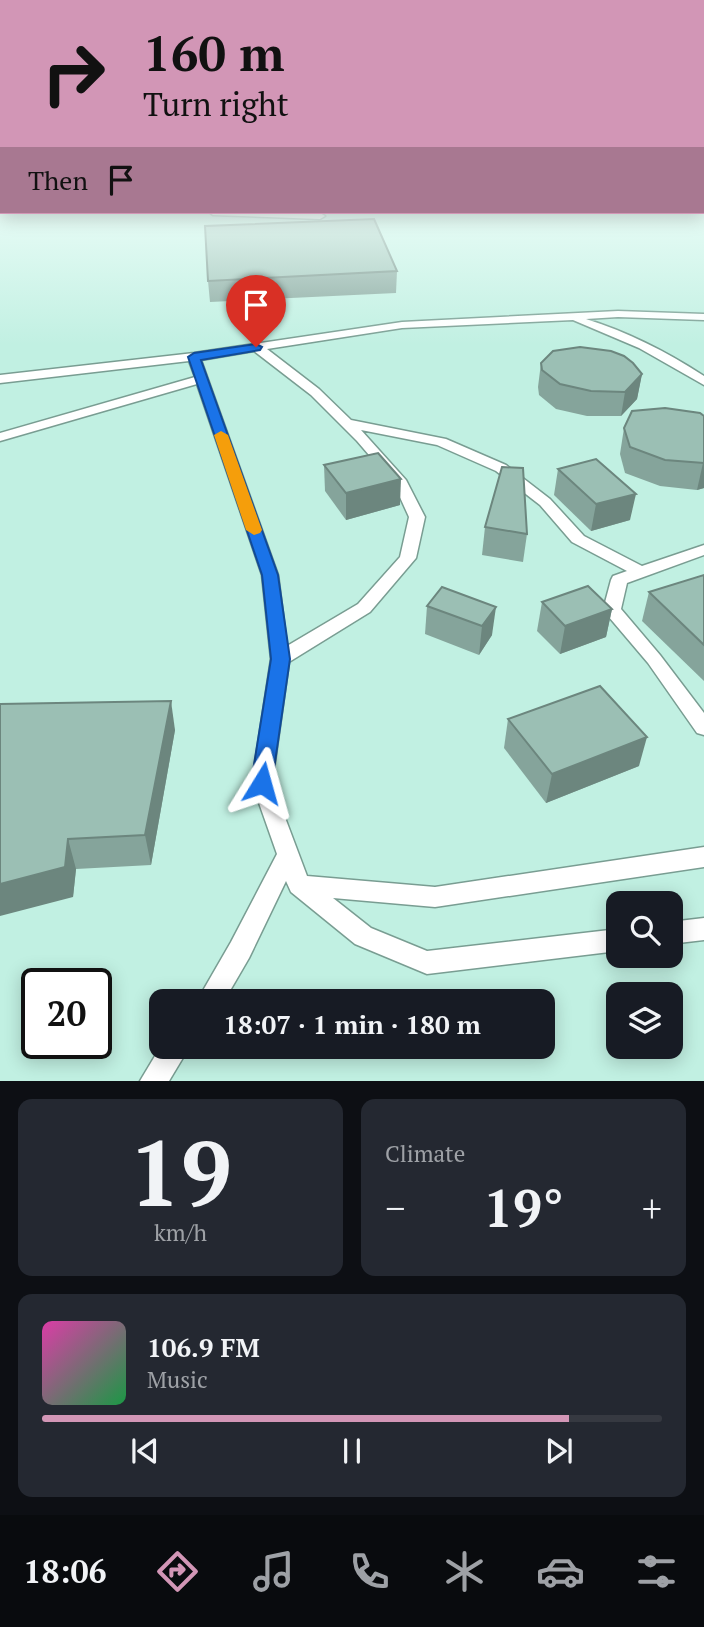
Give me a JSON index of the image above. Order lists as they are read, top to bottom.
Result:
{
  "page": {
    "turn": ["160 m", "Turn right"],
    "then": "Then",
    "limit": "20",
    "trip": "18:07 · 1 min · 180 m",
    "tile": [
      ["19", "km/h"],
      "Climate"
    ],
    "heat": ["−", "19°", "+"],
    "song": ["106.9 FM", "Music"],
    "tabs": "18:06"
  }
}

The problem: Return the records above in their entirety, word for word, with the pictures removed.

Response to the task:
Give me a JSON index of the image above. Order lists as they are read, top to bottom.
Result:
{
  "page": {
    "turn": ["160 m", "Turn right"],
    "then": "Then",
    "limit": "20",
    "trip": "18:07 · 1 min · 180 m",
    "tile": [
      ["19", "km/h"],
      "Climate"
    ],
    "heat": ["−", "19°", "+"],
    "song": ["106.9 FM", "Music"],
    "tabs": "18:06"
  }
}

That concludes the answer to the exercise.